Backers that have been cited in the media and our sources have confirmed are global reinsurance players Swiss Re, PartnerRe and also AIG owned Validus.
But the capital markets is also a target capacity provider for Aon’s Marilla catastrophe reinsurance facility and that might explain the reason for setting up Marilla Reinsurance Ltd. as a collateralized insurance structure in Bermuda.
When the Marilla facility was first revealed by Mark Geoghegan, Editor of The Voice of Insurance podcast, he explained that it would operate on an automatic following basis, taking up to a 5% line on global catastrophe excess-of-loss reinsurance program renewals that Aon brokered.

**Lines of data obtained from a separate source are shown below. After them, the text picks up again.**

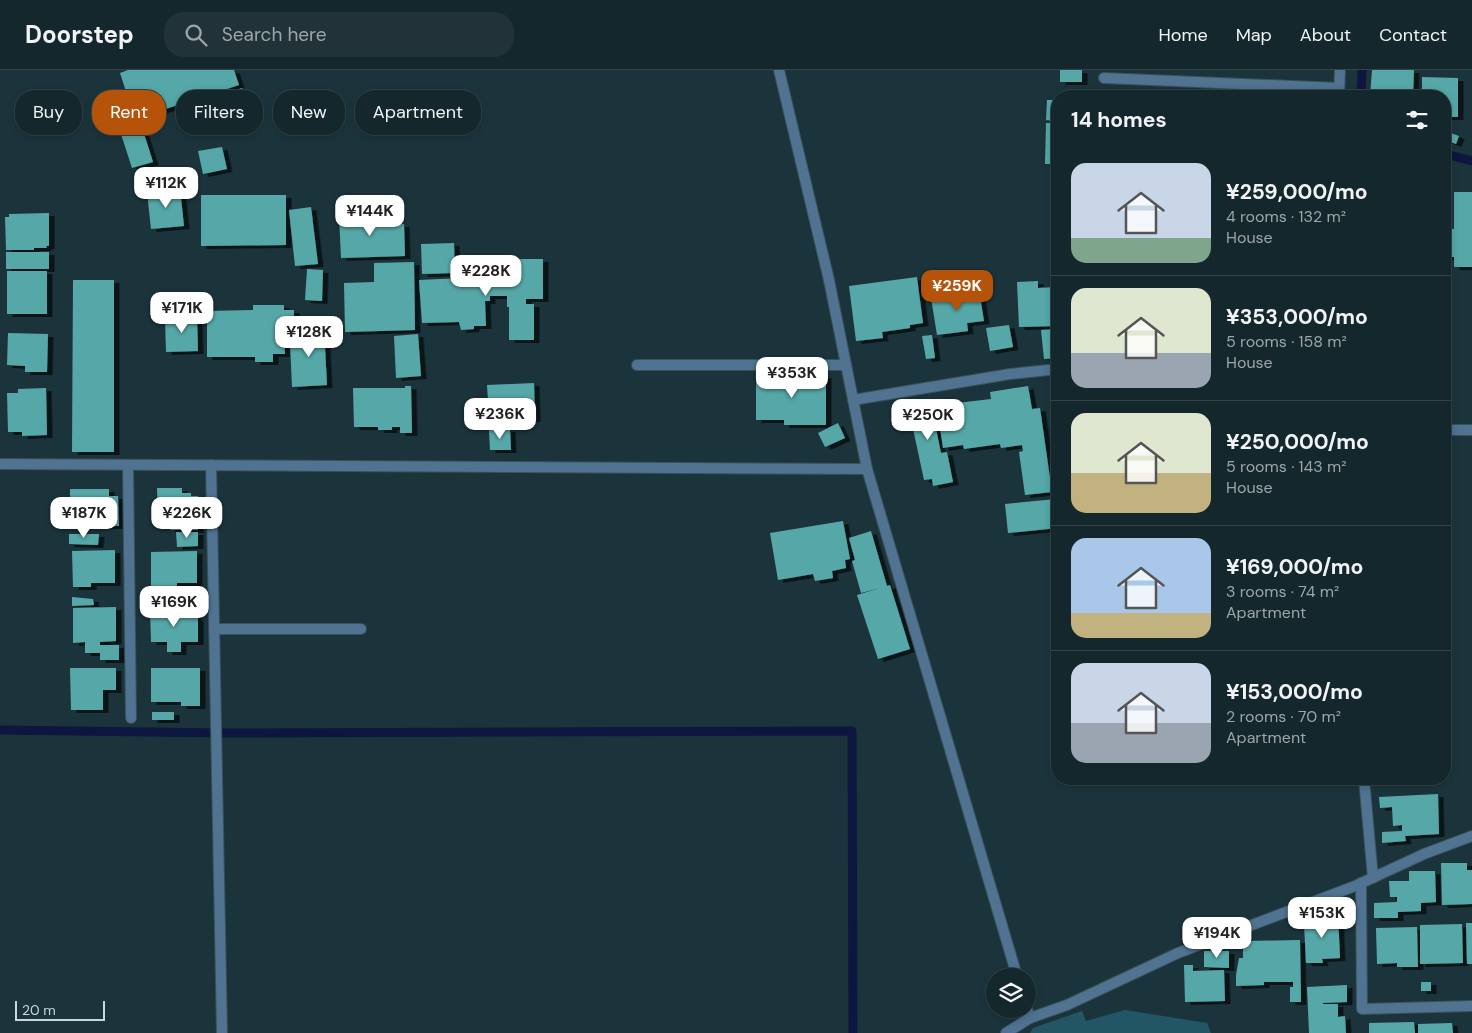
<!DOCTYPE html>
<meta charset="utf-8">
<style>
body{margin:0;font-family:"DM Sans",sans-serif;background:#213338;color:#f1f3f6;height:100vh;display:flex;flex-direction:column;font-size:19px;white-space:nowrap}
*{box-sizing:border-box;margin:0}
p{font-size:16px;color:#9da5a9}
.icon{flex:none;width:28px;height:28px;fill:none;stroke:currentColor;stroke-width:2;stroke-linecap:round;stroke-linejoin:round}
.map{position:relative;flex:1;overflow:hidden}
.drawer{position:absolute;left:1051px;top:20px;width:400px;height:695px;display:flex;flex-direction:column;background:#14272c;border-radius:20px;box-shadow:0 2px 8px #0003,0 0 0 1px #334448}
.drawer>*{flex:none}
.top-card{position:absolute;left:15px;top:20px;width:475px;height:45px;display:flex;gap:10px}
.fabs{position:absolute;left:986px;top:898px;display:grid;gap:10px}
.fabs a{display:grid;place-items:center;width:50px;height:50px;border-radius:50%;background:#14272c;box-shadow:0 2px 8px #0003,0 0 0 1px #334448;font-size:25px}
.scale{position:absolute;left:15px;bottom:12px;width:90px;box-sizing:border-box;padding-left:5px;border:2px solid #c8d7db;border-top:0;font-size:14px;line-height:18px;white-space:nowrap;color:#c8d7db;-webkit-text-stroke:4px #1b343b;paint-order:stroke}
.price{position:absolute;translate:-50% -42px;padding:0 11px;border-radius:10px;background:#fff;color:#222;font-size:16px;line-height:32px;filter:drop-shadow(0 1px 2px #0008)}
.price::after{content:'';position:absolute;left:50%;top:30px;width:15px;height:11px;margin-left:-8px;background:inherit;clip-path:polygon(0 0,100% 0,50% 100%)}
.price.on{background:#b45309;color:#fff}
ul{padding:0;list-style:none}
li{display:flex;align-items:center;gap:15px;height:125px;padding:0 20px}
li+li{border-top:1px solid #334448}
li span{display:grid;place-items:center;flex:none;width:140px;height:100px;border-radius:15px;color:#555}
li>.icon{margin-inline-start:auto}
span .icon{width:60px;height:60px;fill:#fffc;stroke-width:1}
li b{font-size:21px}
h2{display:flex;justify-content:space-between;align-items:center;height:60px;padding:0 20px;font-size:21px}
.tag{padding:0 18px;border-radius:20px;background:#14272c;box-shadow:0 2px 8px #0003,0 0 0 1px #334448;font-size:18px;line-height:45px}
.tag.on{background:#b45309;color:#fff}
header{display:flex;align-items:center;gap:30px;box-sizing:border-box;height:70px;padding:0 25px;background:#14272c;border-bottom:1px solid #334448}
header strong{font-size:24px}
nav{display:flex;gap:28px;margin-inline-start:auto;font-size:18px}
.search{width:350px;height:45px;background:#213338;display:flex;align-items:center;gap:12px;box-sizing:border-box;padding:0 18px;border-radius:20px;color:#9da5a9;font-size:19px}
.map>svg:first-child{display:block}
.green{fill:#235664}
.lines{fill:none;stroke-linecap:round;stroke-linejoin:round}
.stream{stroke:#0d163f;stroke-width:9}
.building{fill:#57a8a8;filter:url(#shadow)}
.street-casing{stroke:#3a5158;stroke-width:12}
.street{stroke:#4f7391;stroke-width:10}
</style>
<header>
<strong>Doorstep</strong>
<div class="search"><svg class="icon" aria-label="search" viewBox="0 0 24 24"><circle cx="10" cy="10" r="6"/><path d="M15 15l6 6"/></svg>Search here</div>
<nav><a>Home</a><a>Map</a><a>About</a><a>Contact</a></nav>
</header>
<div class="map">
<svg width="1472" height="963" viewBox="0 0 1472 963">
<defs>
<filter id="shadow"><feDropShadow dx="5.5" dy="3" stdDeviation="0" flood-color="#0009"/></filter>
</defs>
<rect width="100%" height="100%" fill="#1b343b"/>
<g class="green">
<path d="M 1050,312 L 1057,312 L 1057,361 Z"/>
<path d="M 1125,940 L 1207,953 L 1211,963 L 1030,963 L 1033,958 L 1082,941 L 1086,951 Z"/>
</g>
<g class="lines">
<g class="stream">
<path d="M 1361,26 L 1362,0"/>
<path d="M 1445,84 L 1472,91"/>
<path d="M 0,660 L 223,663 L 852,661 L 853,963"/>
</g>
</g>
<g class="building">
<path d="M 128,0 L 234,0 L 239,15 L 135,49 L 120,3 Z"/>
<rect x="1060" y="0" width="22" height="12"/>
<path d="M 1372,0 L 1414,0 L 1413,26 L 1370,26 Z"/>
<path d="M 1422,7 L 1458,8 L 1458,47 L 1445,47 L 1445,26 L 1422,26 Z"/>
<path d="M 242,18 L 255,52 L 237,59 L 223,25 Z"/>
<path d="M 1071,22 L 1096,23 L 1096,26 L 1071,26 Z"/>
<path d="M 1047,30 L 1055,30 L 1054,51 L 1046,50 Z"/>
<path d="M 140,51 L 153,92 L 132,98 L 119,58 Z"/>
<path d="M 1046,53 L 1058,53 L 1058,94 L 1045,94 Z"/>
<path d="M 1445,61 L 1459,66 L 1456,74 L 1445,70 Z"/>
<path d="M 222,77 L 227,99 L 203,104 L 198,81 Z"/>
<path d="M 180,119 L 184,156 L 151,159 L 147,122 Z"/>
<path d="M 1454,122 L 1472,122 L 1472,197 L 1454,197 L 1454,187 L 1445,187 L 1445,159 L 1454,159 Z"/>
<path d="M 201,125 L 286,125 L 286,175 L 201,176 Z"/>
<path d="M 311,137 L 318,194 L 295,196 L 289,140 Z"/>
<path d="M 49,143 L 49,176 L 46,176 L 47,178 L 34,178 L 34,180 L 6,180 L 5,147 L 9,147 L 9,144 Z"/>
<path d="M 384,145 L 384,155 L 404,154 L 405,186 L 341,188 L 339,146 Z"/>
<path d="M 454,173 L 455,203 L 422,204 L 421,174 Z"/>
<rect x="6" y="182" width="43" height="17"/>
<path d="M 502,189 L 543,189 L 543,229 L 526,229 L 526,234 L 534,234 L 534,270 L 509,270 L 509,237 L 507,237 L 507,226 L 490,226 L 490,231 L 485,231 L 486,256 L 474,256 L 474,259 L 461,260 L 459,252 L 422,253 L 419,210 L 461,208 L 461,203 L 489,201 L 490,214 L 502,214 Z"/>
<path d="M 414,192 L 415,260 L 345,262 L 344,213 L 374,212 L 374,193 Z"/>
<path d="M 307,199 L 323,200 L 322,231 L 305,230 Z"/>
<rect x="7" y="201" width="40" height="43"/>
<path d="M 917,207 L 923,253 L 910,255 L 910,258 L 882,262 L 883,268 L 856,271 L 849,216 Z"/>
<path d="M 73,210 L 114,210 L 114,382 L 72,382 Z"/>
<path d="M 1038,211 L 1038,218 L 1056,217 L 1058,256 L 1019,257 L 1017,212 Z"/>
<path d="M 979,220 L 984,251 L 967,253 L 968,261 L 937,265 L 931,228 Z"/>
<path d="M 253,235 L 284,235 L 284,240 L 294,240 L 294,263 L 284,263 L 285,284 L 273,284 L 273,292 L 255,292 L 255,287 L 207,287 L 207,241 L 253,240 Z"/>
<path d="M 197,247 L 198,281 L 166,282 L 165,248 Z"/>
<path d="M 1009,255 L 1013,277 L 990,281 L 986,258 Z"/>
<path d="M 324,258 L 327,315 L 292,317 L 290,272 L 296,271 L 295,259 Z"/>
<path d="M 1058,259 L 1058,288 L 1044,289 L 1041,260 Z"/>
<path d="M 8,263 L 48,264 L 47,302 L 25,302 L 25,296 L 7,295 Z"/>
<path d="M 418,264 L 421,306 L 396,308 L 394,266 Z"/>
<path d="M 932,265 L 935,288 L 926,289 L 922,266 Z"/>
<path d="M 756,303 L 780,303 L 780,306 L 826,305 L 826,355 L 784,355 L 784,350 L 756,350 Z"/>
<path d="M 534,313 L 535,349 L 514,350 L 514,345 L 489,346 L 487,315 Z"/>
<path d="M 405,316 L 411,316 L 412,363 L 400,363 L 400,357 L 392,357 L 392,360 L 378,360 L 378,357 L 354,357 L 353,318 L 405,318 Z"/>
<path d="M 1028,316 L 1032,339 L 1040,338 L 1052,422 L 1025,425 L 1019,382 L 1023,381 L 1022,375 L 1001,378 L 1000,374 L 964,379 L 963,375 L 943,378 L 938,345 L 959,342 L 957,333 L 991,329 L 990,322 Z"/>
<path d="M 46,318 L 47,365 L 22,366 L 22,362 L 8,362 L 7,323 L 18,323 L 18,319 Z"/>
<path d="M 932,329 L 937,348 L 934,349 L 941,383 L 947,382 L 953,412 L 933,416 L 932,409 L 924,410 L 912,354 L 904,355 L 899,335 Z"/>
<path d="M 838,353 L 845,368 L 825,377 L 818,363 Z"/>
<path d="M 510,359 L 511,380 L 490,380 L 489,360 Z"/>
<path d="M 157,418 L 182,418 L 182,423 L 191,423 L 191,426 L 198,426 L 198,460 L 170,460 L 170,456 L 158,456 Z"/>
<path d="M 70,419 L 109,419 L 109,426 L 118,426 L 119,456 L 70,456 Z"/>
<path d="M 1056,429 L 1058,458 L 1008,463 L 1005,434 Z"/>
<path d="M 843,451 L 850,489 L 845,490 L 846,498 L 832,501 L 833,508 L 815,511 L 813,504 L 778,510 L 770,463 Z"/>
<path d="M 871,461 L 887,516 L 890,515 L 910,579 L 878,589 L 857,525 L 880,518 L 861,523 L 852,491 L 855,490 L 849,468 Z"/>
<path d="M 176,462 L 198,462 L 198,476 L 177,477 Z"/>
<path d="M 69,464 L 99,464 L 98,475 L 69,474 Z"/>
<path d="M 115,480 L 115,513 L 91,513 L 91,517 L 73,517 L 72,481 Z"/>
<path d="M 197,481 L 197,513 L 177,513 L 177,518 L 151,518 L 151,482 Z"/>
<path d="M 72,527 L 93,529 L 94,535 L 72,536 Z"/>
<path d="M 116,537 L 116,571 L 100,572 L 100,575 L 119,575 L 119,590 L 100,590 L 100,583 L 85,583 L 85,572 L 73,573 L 73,538 Z"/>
<path d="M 150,539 L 196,541 L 196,548 L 198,548 L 198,572 L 181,572 L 181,582 L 167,582 L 167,572 L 151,572 Z"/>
<path d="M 70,598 L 116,598 L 116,620 L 103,620 L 103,640 L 71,640 Z"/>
<path d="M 151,598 L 200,598 L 200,636 L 181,636 L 181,632 L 151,632 Z"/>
<rect x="152" y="642" width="22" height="8"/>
<path d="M 1438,724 L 1439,764 L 1405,766 L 1406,771 L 1382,773 L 1382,762 L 1402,761 L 1402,755 L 1393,756 L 1392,737 L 1380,738 L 1379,727 Z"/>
<path d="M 1441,793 L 1467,793 L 1467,800 L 1472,800 L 1472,834 L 1442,835 Z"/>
<path d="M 1409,801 L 1435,801 L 1436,832 L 1421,833 L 1421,841 L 1398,842 L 1398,848 L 1374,848 L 1374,833 L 1397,832 L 1397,827 L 1390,827 L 1389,811 L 1409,811 Z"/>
<path d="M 1338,844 L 1340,888 L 1322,889 L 1323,893 L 1306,893 L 1304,854 L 1317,854 L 1317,845 Z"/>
<path d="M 1466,853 L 1472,853 L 1472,894 L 1467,894 Z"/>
<path d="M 1462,854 L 1463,893 L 1420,894 L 1420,855 Z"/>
<path d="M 1417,857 L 1418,897 L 1397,897 L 1397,893 L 1377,894 L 1376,858 Z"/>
<path d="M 1300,870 L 1301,932 L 1290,932 L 1290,917 L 1293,917 L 1293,912 L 1264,912 L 1264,915 L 1236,916 L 1236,905 L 1239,888 L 1243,888 L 1243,871 Z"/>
<path d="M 1204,881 L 1229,881 L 1229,898 L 1204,897 Z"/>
<path d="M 1184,895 L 1193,895 L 1193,901 L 1224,900 L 1225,931 L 1185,932 Z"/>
<rect x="1421" y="912" width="10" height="9"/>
<path d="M 1347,915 L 1347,932 L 1323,933 L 1323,934 L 1338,934 L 1338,947 L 1345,946 L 1346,963 L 1309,963 L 1307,917 Z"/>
<path d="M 1414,952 L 1415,963 L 1369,963 L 1369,953 Z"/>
<path d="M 1452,953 L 1453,963 L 1418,963 L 1418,954 Z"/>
</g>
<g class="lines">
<g class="street-casing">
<g id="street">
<path d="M 779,0 L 829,210 L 867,399 L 1017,906"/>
<path d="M 1104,8 L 1339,18"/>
<path d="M 1339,26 L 1340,0"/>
<path d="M 637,295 L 846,295"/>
<path d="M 853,330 L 1010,304 L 1058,299"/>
<path d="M 1445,360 L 1472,360"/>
<path d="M 0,394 L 867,399"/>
<path d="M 128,395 L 131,648"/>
<path d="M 211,395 L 222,963"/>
<path d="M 214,559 L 361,559"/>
<path d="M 1364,709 L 1373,808"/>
<path d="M 1361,813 L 1362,939 L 1472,936"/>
<path d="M 1027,939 L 1030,948"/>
<path d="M 1006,963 L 1030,948 L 1067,935 L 1178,883 L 1355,816 L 1424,784 L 1472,766"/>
</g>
</g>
<use href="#street" class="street"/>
</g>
</svg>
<div class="fabs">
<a><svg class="icon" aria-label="layers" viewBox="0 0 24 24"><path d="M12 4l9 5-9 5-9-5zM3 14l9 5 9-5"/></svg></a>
</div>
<div class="scale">20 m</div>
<b class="price" style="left:166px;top:139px">¥112K</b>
<b class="price" style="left:370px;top:167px">¥144K</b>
<b class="price" style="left:486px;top:227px">¥228K</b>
<b class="price on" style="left:957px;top:242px">¥259K</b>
<b class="price" style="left:182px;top:264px">¥171K</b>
<b class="price" style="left:309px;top:288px">¥128K</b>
<b class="price" style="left:792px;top:329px">¥353K</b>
<b class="price" style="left:500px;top:370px">¥236K</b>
<b class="price" style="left:928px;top:371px">¥250K</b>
<b class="price" style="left:84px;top:469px">¥187K</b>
<b class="price" style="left:187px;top:469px">¥226K</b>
<b class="price" style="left:174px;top:558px">¥169K</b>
<b class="price" style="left:1322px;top:869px">¥153K</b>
<b class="price" style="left:1217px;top:889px">¥194K</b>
<div class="top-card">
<a class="tag">Buy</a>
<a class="tag on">Rent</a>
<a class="tag">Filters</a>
<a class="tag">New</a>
<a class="tag">Apartment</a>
</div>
<section class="drawer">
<h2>14 homes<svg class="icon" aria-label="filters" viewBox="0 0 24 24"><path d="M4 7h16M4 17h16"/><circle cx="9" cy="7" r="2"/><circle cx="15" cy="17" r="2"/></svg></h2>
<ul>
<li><span style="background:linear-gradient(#c9d6e8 75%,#7fa58c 0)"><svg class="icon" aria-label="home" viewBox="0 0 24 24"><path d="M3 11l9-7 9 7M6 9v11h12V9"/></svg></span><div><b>¥259,000/mo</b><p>4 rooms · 132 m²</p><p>House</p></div></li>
<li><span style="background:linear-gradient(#dfe7d0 65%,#9aa5b1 0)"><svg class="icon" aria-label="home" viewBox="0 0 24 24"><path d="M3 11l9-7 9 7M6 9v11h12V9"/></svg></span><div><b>¥353,000/mo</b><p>5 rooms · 158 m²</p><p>House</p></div></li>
<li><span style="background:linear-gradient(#dfe7d0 60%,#c2b280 0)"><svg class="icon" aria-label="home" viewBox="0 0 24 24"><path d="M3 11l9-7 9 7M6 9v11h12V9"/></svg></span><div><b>¥250,000/mo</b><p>5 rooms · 143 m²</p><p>House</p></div></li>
<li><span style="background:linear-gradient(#a9c7e8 75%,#c2b280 0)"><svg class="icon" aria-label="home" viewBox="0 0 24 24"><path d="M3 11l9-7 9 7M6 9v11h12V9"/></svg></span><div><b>¥169,000/mo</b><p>3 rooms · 74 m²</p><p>Apartment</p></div></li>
<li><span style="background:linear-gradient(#c9d6e8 60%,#9aa5b1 0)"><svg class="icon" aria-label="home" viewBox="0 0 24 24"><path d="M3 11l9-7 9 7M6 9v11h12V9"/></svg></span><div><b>¥153,000/mo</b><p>2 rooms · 70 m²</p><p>Apartment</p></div></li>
</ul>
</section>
</div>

Documents since seen by ourselves explain the proposition to potential insurance-linked securities (ILS) investors and funds, with Aon’s Marilla catastrophe reinsurance facility expected to provide a global index or beta-like access to property catastrophe reinsurance market returns, across what in future is hoped to be a significant proportion of Aon’s book.
The portfolio built under Marilla is expected to be well-modelled, using AIR, covering named peril type exposures and is designed to be appealing to institutional investors, we understand.
Underneath that it will allocate capital automatically to a range of reinsurance structures, on programs where Aon clients have agreed to its participation, where Marilla will follow lead terms and allocate evenly across program tower layers.
Which is a compelling investment proposition, for ILS investors and ILS fund managers looking to gain broad access to a new source of balance-risk from across Aon’s Reinsurance Solution client-base.
It’s not clear how actively used Marilla was at the January renewals at this time, but we understand the name cropped up repeatedly as a new market option available to Aon clients.
So Marilla is just the latest example of giant broker Aon marshalling capital and capacity into renewal business, to satisfy its client-base with efficient reinsurance capital, while also booking more income as a manager of the facility.
That’s typically charged to the reinsurance capital provider participating in these facilities, in the form of a commission.
What’s a little different about Marilla is the fact that Aon targets bringing ILS capital into the mix, alongside the traditional capital from reinsurance carriers backing the facility.
Hence the establishment of Marilla Reinsurance Ltd., as a new “Collateralized Insurer” class of company in Bermuda, we presume.
The collateralized insurer class of company provides a multi-transactional structure for underwriting and transforming collateralized reinsurance, retrocession and even other forms of ILS transaction.
We assume Marilla Reinsurance Ltd. has been established by Aon to provide an underwriting vehicle for channelling third-party capital into this facility and segregating investor or funds participation within collateralized reinsurance involvement in Marilla deals.
We also understand that Aon has renamed a Bermuda investment management entity that was called Aon Hewitt (Bermuda) Ltd. in recent months, with the structure now named Marilla Investment Management Ltd.
That could be a coincidence, of course, or Marilla Investment Management could be established as the investment manager to support ILS investors and funds collateralized participation in the Marilla catastrophe reinsurance facility.
While not everyone appreciates this type of capacity facility, particularly markets that cannot access them and feel the risk is being diverted away from open placement. They undeniably have the potential to bring some efficiency to ceding companies, if their capacity is truly delivered at a lower-cost, as it could be.
Of course, Aon has relationships to manage across the industry, given its scale, meaning it can’t just flood the market with lower-cost capacity without disappointing the other markets it works with.
Meaning such initiatives have to be carefully balanced, in terms of approach and also timing, to ensure they are complementary to Aon’s client offering, beneficial for its clients, while not hurting the other reinsurance markets the broker relies on but who aren’t included.
So it’s no wonder this one will follow-form as it grows, which to the investors who might be attracted to it may serve to make it more compelling, if a spread return of the cat reinsurance market is what they’re looking for.